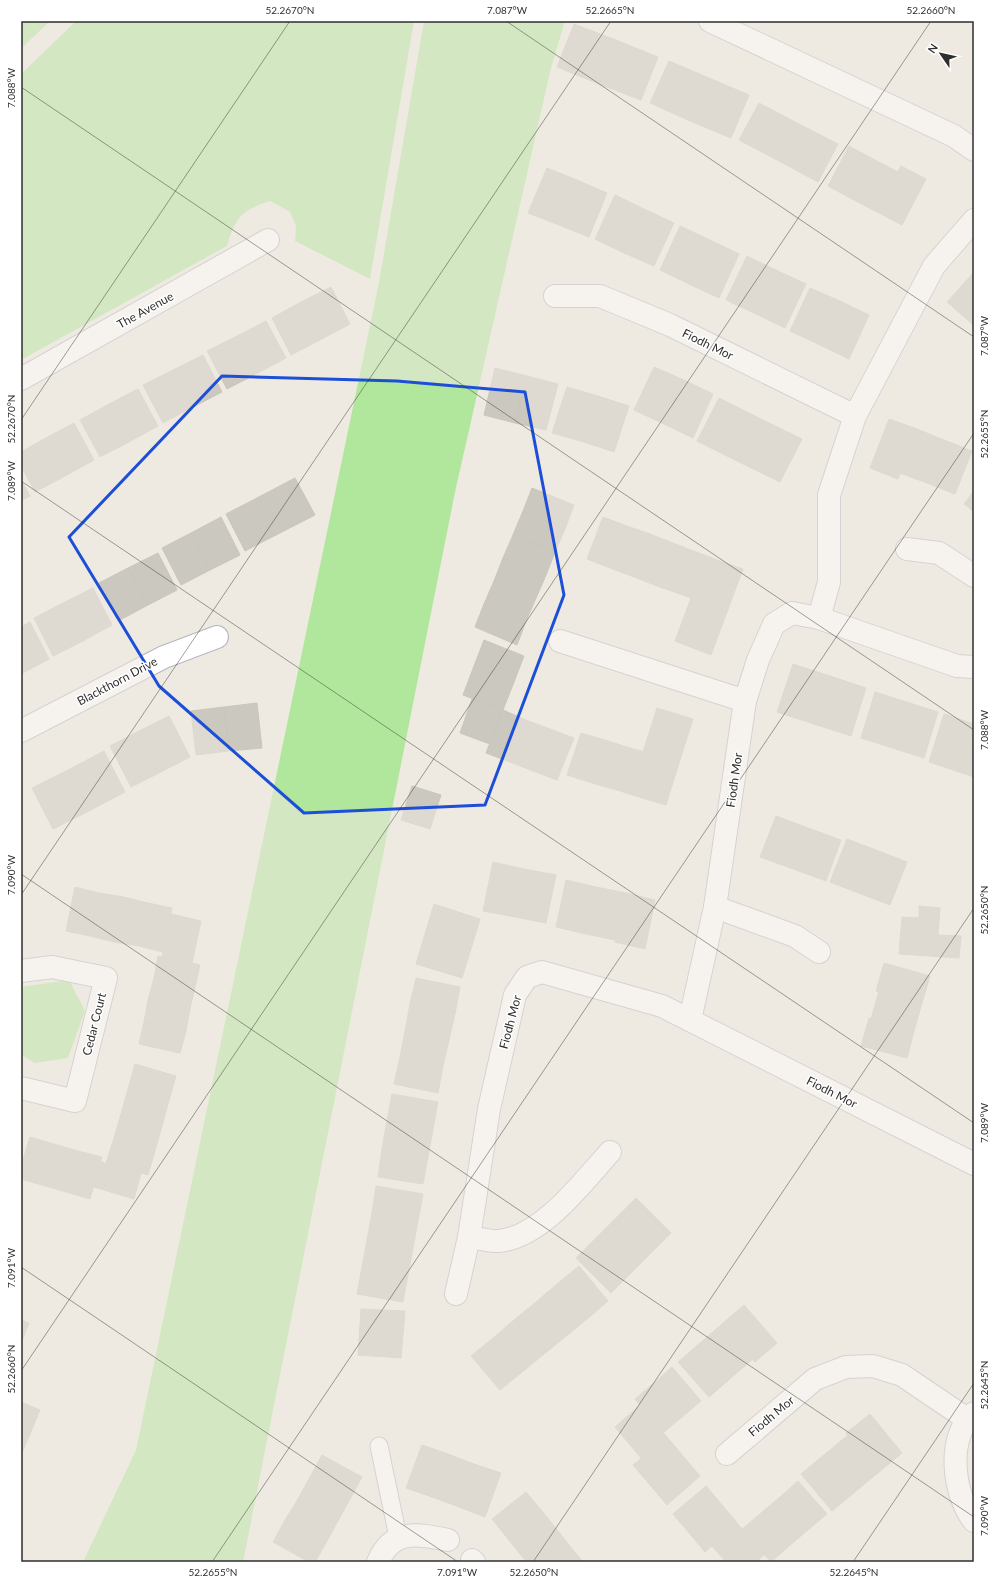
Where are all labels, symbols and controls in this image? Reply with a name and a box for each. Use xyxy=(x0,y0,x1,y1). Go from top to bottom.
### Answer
text: 52.2670°N xyxy=(266,4,314,16)
text: 7.087°W xyxy=(487,4,528,16)
text: 52.2665°N xyxy=(586,4,634,16)
text: 52.2660°N xyxy=(907,4,955,16)
north arrow xyxy=(921,34,961,74)
text: N xyxy=(925,41,940,55)
text: 7.088°W xyxy=(5,67,17,108)
street label: The Avenue xyxy=(114,288,176,332)
text: 7.087°W xyxy=(978,315,990,356)
street label: Fiodh Mor xyxy=(680,325,737,363)
text: 52.2670°N xyxy=(5,395,17,443)
text: 52.2655°N xyxy=(978,410,990,458)
text: 7.089°W xyxy=(5,460,17,501)
street label: Blackthorn Drive xyxy=(74,654,160,708)
text: 7.088°W xyxy=(978,709,990,750)
street label: Fiodh Mor xyxy=(723,751,745,808)
text: 7.090°W xyxy=(5,854,17,895)
text: 52.2650°N xyxy=(978,886,990,934)
street label: Cedar Court xyxy=(79,990,109,1057)
street label: Fiodh Mor xyxy=(496,993,525,1051)
street label: Fiodh Mor xyxy=(804,1073,860,1111)
text: 7.089°W xyxy=(978,1102,990,1143)
text: 7.091°W xyxy=(5,1247,17,1288)
text: 52.2660°N xyxy=(5,1345,17,1393)
text: 52.2645°N xyxy=(978,1361,990,1409)
street label: Fiodh Mor xyxy=(745,1392,797,1439)
text: 7.090°W xyxy=(978,1495,990,1536)
text: 52.2655°N xyxy=(189,1566,237,1578)
text: 7.091°W xyxy=(437,1566,478,1578)
text: 52.2650°N xyxy=(510,1566,558,1578)
text: 52.2645°N xyxy=(830,1566,878,1578)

.....

● Exercise aim:
Go through the data and copy every line that includes "Fiodh".

● Your response:
street label: Fiodh Mor xyxy=(680,325,737,363)
street label: Fiodh Mor xyxy=(723,751,745,808)
street label: Fiodh Mor xyxy=(496,993,525,1051)
street label: Fiodh Mor xyxy=(804,1073,860,1111)
street label: Fiodh Mor xyxy=(745,1392,797,1439)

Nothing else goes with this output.